Supplied material:
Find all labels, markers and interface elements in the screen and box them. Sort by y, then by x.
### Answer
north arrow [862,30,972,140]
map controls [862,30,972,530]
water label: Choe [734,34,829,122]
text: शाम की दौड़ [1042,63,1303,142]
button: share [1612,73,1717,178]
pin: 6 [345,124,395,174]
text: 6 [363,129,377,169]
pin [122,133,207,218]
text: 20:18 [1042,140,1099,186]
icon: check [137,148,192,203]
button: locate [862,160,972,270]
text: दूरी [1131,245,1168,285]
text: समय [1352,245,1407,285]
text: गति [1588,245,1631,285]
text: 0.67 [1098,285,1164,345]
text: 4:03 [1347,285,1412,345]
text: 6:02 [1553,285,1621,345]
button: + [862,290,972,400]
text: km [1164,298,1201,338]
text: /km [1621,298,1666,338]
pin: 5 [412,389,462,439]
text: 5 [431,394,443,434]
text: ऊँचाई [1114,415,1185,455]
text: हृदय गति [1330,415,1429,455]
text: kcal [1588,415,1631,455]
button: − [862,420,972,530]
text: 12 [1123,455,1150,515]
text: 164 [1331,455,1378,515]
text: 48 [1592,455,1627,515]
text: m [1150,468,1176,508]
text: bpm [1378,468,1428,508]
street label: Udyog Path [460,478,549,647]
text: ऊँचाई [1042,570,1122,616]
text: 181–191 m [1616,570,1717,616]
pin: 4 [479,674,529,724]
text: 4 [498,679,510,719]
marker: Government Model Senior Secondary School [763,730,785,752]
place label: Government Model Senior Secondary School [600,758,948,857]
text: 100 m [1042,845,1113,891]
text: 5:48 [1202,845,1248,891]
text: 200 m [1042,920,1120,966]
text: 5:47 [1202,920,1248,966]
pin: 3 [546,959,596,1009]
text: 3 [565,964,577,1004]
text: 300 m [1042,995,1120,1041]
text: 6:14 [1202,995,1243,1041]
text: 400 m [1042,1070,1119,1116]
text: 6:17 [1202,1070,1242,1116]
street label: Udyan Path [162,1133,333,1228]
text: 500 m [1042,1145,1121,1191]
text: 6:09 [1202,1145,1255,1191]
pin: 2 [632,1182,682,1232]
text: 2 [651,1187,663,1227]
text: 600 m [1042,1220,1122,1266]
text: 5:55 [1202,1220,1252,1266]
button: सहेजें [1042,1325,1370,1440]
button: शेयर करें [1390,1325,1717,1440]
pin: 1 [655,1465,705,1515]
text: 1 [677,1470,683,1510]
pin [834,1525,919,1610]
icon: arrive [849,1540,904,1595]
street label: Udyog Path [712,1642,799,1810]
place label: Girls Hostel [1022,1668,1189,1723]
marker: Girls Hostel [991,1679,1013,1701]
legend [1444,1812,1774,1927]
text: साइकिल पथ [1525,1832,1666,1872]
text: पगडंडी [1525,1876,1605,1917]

Work to be completed:
Transcribe each entry above exactly as it reads.

Result of the task:
Find all labels, markers and interface elements in the screen and box them. Sort by y, then by x.
### Answer
north arrow [862,30,972,140]
map controls [862,30,972,530]
water label: Choe [734,34,829,122]
text: शाम की दौड़ [1042,63,1303,142]
button: share [1612,73,1717,178]
pin: 6 [345,124,395,174]
text: 6 [363,129,377,169]
pin [122,133,207,218]
text: 20:18 [1042,140,1099,186]
icon: check [137,148,192,203]
button: locate [862,160,972,270]
text: दूरी [1131,245,1168,285]
text: समय [1352,245,1407,285]
text: गति [1588,245,1631,285]
text: 0.67 [1098,285,1164,345]
text: 4:03 [1347,285,1412,345]
text: 6:02 [1553,285,1621,345]
button: + [862,290,972,400]
text: km [1164,298,1201,338]
text: /km [1621,298,1666,338]
pin: 5 [412,389,462,439]
text: 5 [431,394,443,434]
text: ऊँचाई [1114,415,1185,455]
text: हृदय गति [1330,415,1429,455]
text: kcal [1588,415,1631,455]
button: − [862,420,972,530]
text: 12 [1123,455,1150,515]
text: 164 [1331,455,1378,515]
text: 48 [1592,455,1627,515]
text: m [1150,468,1176,508]
text: bpm [1378,468,1428,508]
street label: Udyog Path [460,478,549,647]
text: ऊँचाई [1042,570,1122,616]
text: 181–191 m [1616,570,1717,616]
pin: 4 [479,674,529,724]
text: 4 [498,679,510,719]
marker: Government Model Senior Secondary School [763,730,785,752]
place label: Government Model Senior Secondary School [600,758,948,857]
text: 100 m [1042,845,1113,891]
text: 5:48 [1202,845,1248,891]
text: 200 m [1042,920,1120,966]
text: 5:47 [1202,920,1248,966]
pin: 3 [546,959,596,1009]
text: 3 [565,964,577,1004]
text: 300 m [1042,995,1120,1041]
text: 6:14 [1202,995,1243,1041]
text: 400 m [1042,1070,1119,1116]
text: 6:17 [1202,1070,1242,1116]
street label: Udyan Path [162,1133,333,1228]
text: 500 m [1042,1145,1121,1191]
text: 6:09 [1202,1145,1255,1191]
pin: 2 [632,1182,682,1232]
text: 2 [651,1187,663,1227]
text: 600 m [1042,1220,1122,1266]
text: 5:55 [1202,1220,1252,1266]
button: सहेजें [1042,1325,1370,1440]
button: शेयर करें [1390,1325,1717,1440]
pin: 1 [655,1465,705,1515]
text: 1 [677,1470,683,1510]
pin [834,1525,919,1610]
icon: arrive [849,1540,904,1595]
street label: Udyog Path [712,1642,799,1810]
place label: Girls Hostel [1022,1668,1189,1723]
marker: Girls Hostel [991,1679,1013,1701]
legend [1444,1812,1774,1927]
text: साइकिल पथ [1525,1832,1666,1872]
text: पगडंडी [1525,1876,1605,1917]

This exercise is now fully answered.